Photo by Cindy Votruba
Rachel Wendlandt gets ready to pitch during a kickball tournament Saturday afternoon as part of the “Kick-Out Homelessness” event hosted by the Newman Club at Southwest Minnesota State University.
"It's to create awareness about homelessness, especially in this community," said Angie Euerle, who helped organize the kickball tournament.
Leah Pavek, who is the Catholic campus minister at SMSU, said the Newman Club does a lot of Bible studies and prayer and also has members help out at the local food shelf. Saturday's event was another way to help out.
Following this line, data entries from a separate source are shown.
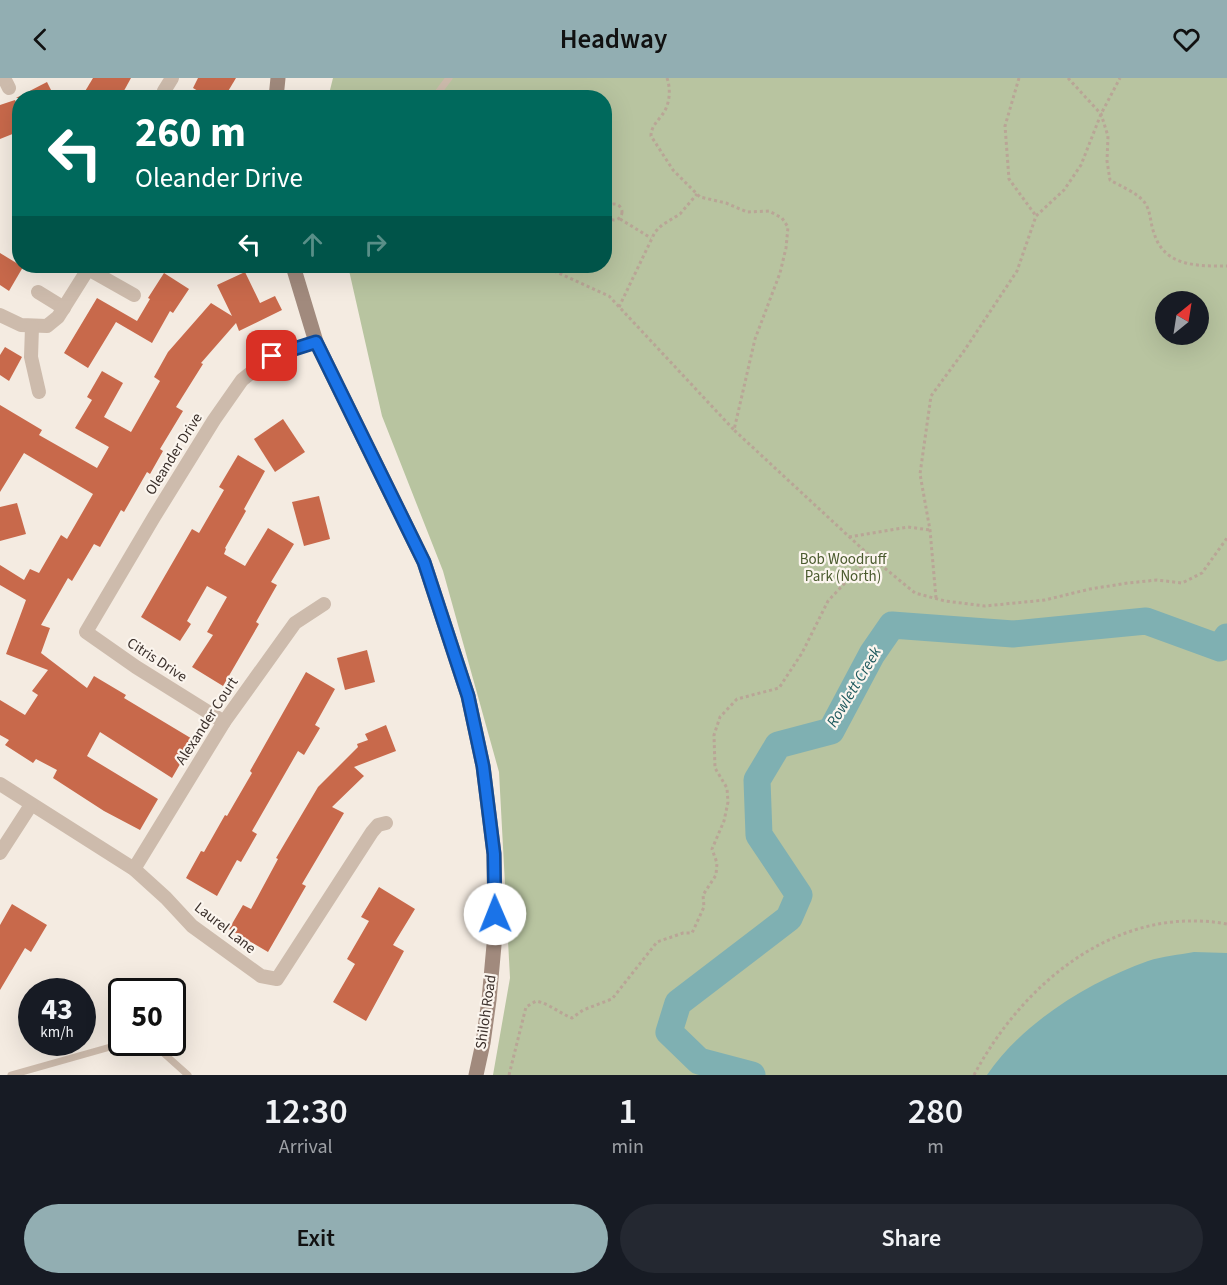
<!DOCTYPE html>
<html lang="en">
<head>
<meta charset="utf-8">
<style>
	:root { --surface:#171b24; --page:#242831; --text:#f1f3f6; --muted:#9ea1a6; --accent:#92aeb2 }
	body { margin:0; font-family:"Source Sans 3",sans-serif; background:var(--page); color:var(--text); height:100vh; display:flex; flex-direction:column; font-size:22px; white-space:nowrap }
	* { box-sizing:border-box; margin:0 }
	p { font-size:20px; color:var(--muted) }
	.icon { flex:none; width:33px; height:33px; fill:none; stroke:currentColor; stroke-width:2; stroke-linecap:round; stroke-linejoin:round }
	.map { position:relative; height:997px; overflow:hidden }
	.side { display:flex; flex-direction:column; background:var(--surface); flex:1 }
	.side>* { flex:none }
	.top-card { position:absolute; left:12px; top:12px; width:600px; height:183px; border-radius:24px; box-shadow:0 6px 24px #0002; background:#00695c; color:#fff; overflow:hidden }
	.needle { width:39px; rotate:30deg }
	.buttons { position:absolute; left:1155px; top:213px; display:grid; gap:12px }
	.buttons a { display:grid; place-items:center; width:54px; height:54px; border-radius:50%; background:var(--surface); box-shadow:0 6px 24px #0002; font-size:30px }
	.speed { position:absolute; left:18px; top:900px; display:flex; gap:12px; font-size:30px; font-weight:700; text-align:center }
	.speed>* { display:grid; place-content:center; width:78px; height:78px; border-radius:50%; background:var(--surface); box-shadow:0 6px 24px #0002; line-height:1 }
	.speed small { font-size:15px; font-weight:400 }
	.speed .limit { border:3px solid #111; border-radius:9px; background:#fff; color:#111 }
	.pin { position:absolute; display:grid; place-items:center; width:51px; height:51px; color:#fff; margin:-26px; border-radius:12px; box-shadow:0 3px 9px #0006 }
	.me { position:absolute; width:66px; margin:-33px; rotate:359deg; stroke-linejoin:round; filter:drop-shadow(0 0 4px #0008) }
	.turn { display:flex; align-items:center; gap:21px; height:126px; padding:0 24px; font-size:27px }
	.turn .icon { width:78px; height:78px; stroke-width:2.5 }
	.turn b { display:block; font-size:42px; line-height:51px }
	.lanes { display:flex; align-items:center; height:57px; padding:0 24px; background:#0003; justify-content:center; gap:30px; direction:ltr }
	.lanes .off { opacity:.35 }
	.eta { display:flex; justify-content:space-evenly; align-items:center; height:102px; text-align:center }
	.eta b { font-size:36px; font-weight:600; line-height:42px }
	.cta { display:flex; gap:12px; margin-top:auto; padding:12px 24px }
	.cta a { flex:1; height:69px; border-radius:36px; background:var(--accent); color:#111; font-size:24px; font-weight:600; line-height:69px; text-align:center }
	.cta a+a { background:var(--page); color:var(--text) }
	header { display:flex; justify-content:space-between; align-items:center; height:78px; padding:0 24px; background:var(--accent); color:#111; font-size:27px; font-weight:600 }
	.map>svg:first-child { display:block }
	.green { fill:#b8c4a0; fill-rule:evenodd }
	.water { fill:#7fb0b2 }
	.lines { fill:none; stroke-linecap:round; stroke-linejoin:round }
	.river { stroke:#7fb0b2; stroke-width:27 }
	.building { fill:#c8694b }
	.path { stroke:#b9a596; stroke-width:3; stroke-dasharray:3 3; stroke-linecap:butt }
	.lane { stroke:#cdbbac; stroke-width:7 }
	.street { stroke:#cdbbac; stroke-width:14 }
	.secondary { stroke:#a18a7d; stroke-width:15 }
	.route-casing { stroke:#114b97; stroke-width:15 }
	.route { stroke:#1a73e8; stroke-width:10 }
	.labels { text-anchor:middle; dominant-baseline:central; stroke-width:4.5; stroke-linejoin:round; paint-order:stroke }
	.street-label { font-size:15px; fill:#3b302b; stroke:#fbf5ee }
	.park-label { font-size:15px; fill:#4a5a2e; stroke:#fbf5ee }
	.water-label { font-size:16px; font-style:italic; fill:#1f5a5e; stroke:#fbf5ee }
</style>
</head>
<body>
<header><svg class="icon" aria-label="back" viewBox="0 0 24 24"><path d="M15 5l-7 7 7 7"/></svg>Headway<svg class="icon" aria-label="heart" viewBox="0 0 24 24"><path d="M12 20l-8-8c-3-5 5-10 8-4 3-6 11-1 8 4z"/></svg></header>
<div class="map">
<svg width="1227" height="997" viewBox="0 0 1227 997">
	<rect width="100%" height="100%" fill="#f4ebe1"/>
	<path class="green" d="M333 0H1227V997H493L510 900 499 694 443 493 382 338 348 188H604V20H328ZM1166 224H1198V256H1166Z"/>
	<path class="water" d="M1194 874 1227 875V997H987C1023 944 1089 904 1148 883 1163 878 1179 877 1194 874Z"/>
	<g class="lines">
		<polyline class="river" points="752,997 699,983 669,954 678,925 789,840 799,817 759,757 757,702 778,667 831,653 872,576 892,547 1013,556 1146,543 1220,570 1227,559"/>
	</g>
	<g class="building">
		<polygon points="93,0 131,0 120,20 81,20"/>
		<polygon points="198,0 236,0 224,20 210,20 193,10"/>
		<polygon points="47,4 55,20 16,20"/>
		<polygon points="15,22 20,34 20,53 0,61 0,27"/>
		<polygon points="0,175 23,189 9,213 0,207"/>
		<polygon points="245,194 260,225 275,218 282,232 239,253 236,245 201,285 203,286 176,329 183,333 160,371 163,373 150,396 147,394 124,434 121,432 100,469 94,466 72,503 68,500 41,547 50,550 41,575 87,610 94,598 126,617 124,620 194,662 172,700 100,654 87,678 158,721 140,752 104,733 53,700 57,692 36,681 33,685 5,667 9,662 0,657 0,622 25,637 38,617 32,613 48,592 6,576 26,522 0,507 0,487 24,502 30,491 39,495 61,457 67,461 93,416 24,375 0,414 0,327 42,352 39,357 97,390 109,369 75,350 92,322 87,319 102,293 123,305 104,339 131,354 160,303 154,299 168,274 211,225 232,238 217,207"/>
		<polygon points="164,195 189,211 173,235 170,233 152,265 116,244 88,290 64,275 97,220 137,243 150,221 148,220"/>
		<polygon points="5,269 22,279 9,303 0,297 0,277"/>
		<polygon points="283,341 305,374 275,394 254,361"/>
		<polygon points="238,377 265,393 244,431 246,433 225,470 226,471 224,476 245,488 268,450 294,466 271,504 277,507 256,544 259,546 223,608 192,589 213,557 207,554 227,519 207,508 187,543 191,546 180,563 141,539 192,451 199,455 224,412 219,409"/>
		<polygon points="319,418 330,461 304,468 292,424"/>
		<polygon points="17,425 26,456 0,463 0,429"/>
		<polygon points="367,572 375,604 345,612 337,580"/>
		<polygon points="306,594 335,611 315,647 320,650 304,677 298,673 252,753 257,756 241,784 237,782 217,818 186,800 201,773 204,774 225,737 227,738 252,695 250,693"/>
		<polygon points="386,647 396,673 354,689 364,698 332,729 344,735 302,806 306,808 268,874 229,851 243,827 251,831 278,781 276,780 318,709 358,669 357,666 368,662 365,656"/>
		<polygon points="379,809 415,831 393,867 404,873 366,943 333,924 355,886 347,881 369,843 361,839"/>
		<polygon points="12,826 47,847 31,874 25,870 0,912 0,847"/>
	</g>
	<g class="lines">
		<g class="path">
			<path d="M667 0C671 11 670 27 662 37 657 44 651 49 651 58L673 92 700 119 726 125 747 134 769 133 782 140 788 149 786 170 780 195 755 261 734 352 870 478 915 515 945 523 985 528 1045 522 1090 511 1128 505 1157 502 1182 505 1202 495 1227 460"/>
			<polyline points="1019,0 1005,48 1009,101 1036,138"/>
			<path d="M1068 0 1101 36 1108 58 1107 83 1110 102C1120 108 1138 115 1145 125 1151 134 1150 145 1154 155 1164 189 1198 188 1227 188"/>
			<circle cx="614" cy="134" r="8"/>
			<polyline points="620,141 651,160"/>
			<polyline points="543,188 609,218 734,352"/>
			<polyline points="619,229 655,154 662,147 680,136 697,116"/>
			<polyline points="849,459 908,449 930,452"/>
			<polyline points="936,520 930,452 920,396 931,318 964,273 1017,193 1036,138 1064,112 1081,87 1101,36 1120,0"/>
			<path d="M509 997 526 929 536 923C550 926 559 935 572 940L583 932 612 921 657 864 683 855H692L704 829 703 817 716 797 717 785 712 771 724 743 728 724 727 710 715 690 714 657 720 639 737 621 779 610 802 575 828 523 870 478"/>
			<path d="M974 997C1023 905 1117 826 1227 846"/>
		</g>
		<g class="lane">
			<polyline points="434,20 449,0"/>
			<polyline points="131,964 160,972 188,997"/>
			<polyline points="11,997 128,964"/>
		</g>
		<g class="street">
			<polyline points="4,0 9,10"/>
			<polyline points="169,20 164,13 172,0"/>
			<polyline points="88,191 134,217"/>
			<polyline points="38,214 64,230"/>
			<polyline points="0,237 21,247 47,248 58,239 90,188"/>
			<polyline points="32,249 31,279 39,314"/>
			<polyline points="224,644 136,589 86,554 154,439 214,342 242,302 272,278 316,264"/>
			<polyline points="0,706 134,791 166,820 192,848 261,898 277,901 372,754 378,747 386,745"/>
			<polyline points="0,775 31,727"/>
			<polyline points="134,791 224,644 295,545 324,526"/>
		</g>
		<g class="secondary">
			<polyline points="276,20 278,0"/>
			<polyline points="293,188 316,264 424,484 468,618 483,688 494,776 495,856 489,922 483,965 476,997"/>
		</g>
	</g>
	<g class="lines">
		<g class="route-casing">
			<polyline id="route" points="272,278 316,264 424,484 468,618 483,688 494,776 495,836"/>
		</g>
		<use href="#route" class="route"/>
	</g>
	<g class="labels">
		<g class="street-label">
			<text transform="translate(174 376) rotate(-58)">Oleander Drive</text>
			<text transform="translate(157 582) rotate(33)">Citris Drive</text>
			<text transform="translate(207 643) rotate(-57)">Alexander Court</text>
			<text transform="translate(225 850) rotate(38)">Laurel Lane</text>
			<text transform="translate(486 934) rotate(-82)">Shiloh Road</text>
		</g>
		<g class="park-label">
			<text x="843" y="481">Bob Woodruff<tspan x="843" dy="17">Park (North)</tspan></text>
		</g>
		<g class="water-label">
			<text transform="translate(854 609) rotate(-59)">Rowlett Creek</text>
		</g>
	</g>
</svg>
<div class="buttons">
<a><svg class="needle" viewBox="-14 -14 28 28"><path d="M0-13l5 13h-10z" fill="#e53935"/><path d="M0 13l5-13h-10z" fill="#9ea1a6"/></svg></a>
</div>
<div class="speed"><div>43<small>km/h</small></div><div class="limit">50</div></div>
<div class="pin" style="left:272px;top:278px;background:#d93025"><svg class="icon" aria-label="arrive" viewBox="0 0 24 24"><path d="M6 21V4h12l-3 4 3 4H6"/></svg></div>
<svg class="me" style="left:495px;top:836px" viewBox="-20 -20 40 40"><circle r="19" fill="#fff"/><path d="M0-13L10 11 0 6-10 11z" fill="#1a73e8"/></svg>
<div class="top-card">
<div class="turn"><svg class="icon" aria-label="left" viewBox="0 0 24 24"><path d="M17 20v-9H6M10 6l-5 5 5 5"/></svg><div><b>260 m</b>Oleander Drive</div></div>
<div class="lanes"><svg class="icon" aria-label="left" viewBox="0 0 24 24"><path d="M17 20v-9H6M10 6l-5 5 5 5"/></svg><svg class="icon off" aria-label="ahead" viewBox="0 0 24 24"><path d="M12 20V5M6 11l6-6 6 6"/></svg><svg class="icon off" aria-label="right" viewBox="0 0 24 24"><path d="M7 20v-9h11M14 6l5 5-5 5"/></svg></div>
</div>
</div>
<section class="side">
<div class="eta">
<div><b>12:30</b><p>Arrival</p></div>
<div><b>1</b><p>min</p></div>
<div><b>280</b><p>m</p></div>
</div>
<div class="cta"><a>Exit</a><a>Share</a></div>
</section>
</body>
</html>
"We want to serve," Pavek said.
"We're just eager to get the campus involved," Euerle said. "We invited the community to sleep out. We thought it would be fun for families and a learning experience for all ages. It's all about serving God, that was our central focus."
Two of the guest speakers were Steve Roe, the director of Beacon of Hope, a homeless shelter for men in Fort Dodge, Iowa, along with Eric Howard, chaplain at Beacon of Hope.
"I've been working in rescue missions for 20 years," Howard said. "I love what I do." Howard himself had been homeless and dealing with his own issues when walked into a rescue mission back in 1986
"When I was homeless, I lacked structure," Howard said.
Howard was a chaplain at a shelter in Phoenix when he learned about Roe buying a building to open a rescue mission and doing a lot of the work on his own.
"I e-mailed him and encouraged him," Howard said. Roe e-mailed back asking "who are you?" and the two met. "When I first met him, I knew there was so many awesome things about this gentleman."
Roe said that back in high school he was voted "most likely to never succeed" and would possibly be in prison. He barely graduated high school, coming from a dysfunctional home life of drugs and alcohol.
"For me to be even standing here is a miracle," Roe said. "There was a point in my life that I was going to end my life. I cried out to Jesus, and he messed me up in a good way."
Roe became a youth leader at his church, met a person who ministered to the homeless and saw something happening with his own life as he and his youth group did the same. When he'd see families living in tents in the snow, "it was so heavy on my heart, I had to do something," he said.
So Roe bought a 15,000 square foot Masonic temple that was dilapidated.
"And everybody thought I was nuts," he said. It also would take a lot of money to get the building up and running. But the community came together to help Roe with his mission, and Beacon of Hope opened in 2010 with limited resources. In the last three years, 500 men have been through the shelter.
Roe and Howard lived at the shelter for six months so they could shape it.
The Beacon of Hope is a shelter that helps, heals and equips men to become productive in society, Howard said. They pray with the men, counsel them and help them set goals.
"Seventy percent of people who show up at our door have no direction," he said.
Howard said he and Roe want Beacon of Hope to be a safe place for the guys to be and get something firm under their feet.
"We're about helping and healing and bringing hope to people's lives," Howard said.
Margaret Palan, community resource coordinator of Western Community Action, said that the Kitchen Table Food Shelf serves 600 households a month.
"And (the number is) growing," she said. She said the volunteers from SMSU are really wonderful.
"Homelessness does exist in rural Minnesota," said Lori Lerohl of WCA. It just looks different out here, she said, with people living in their cars, in a garage, "couch-hopping," living in storage units or living in someone's yard.
Those who are homeless don't want others to know that they are homeless, Lerohl said.
"They could be your co-workers or people you grew up with," she said.
Pam Russell of The Refuge - A Fresh Start said the organization gets referrals from different agencies.
"We do see people who come back and need some help and those who have shared success stories," she said.
After the speakers, several students took part in the sleepout.
"It's the first year we've done this," Alison Nagel said. "I wanted to be here to learn more about homelessness."
Hannah Beeler had heard about the event and wanted to learn as well.
"Get the full experience because people don't realize how difficult it is to be homeless," Beeler said.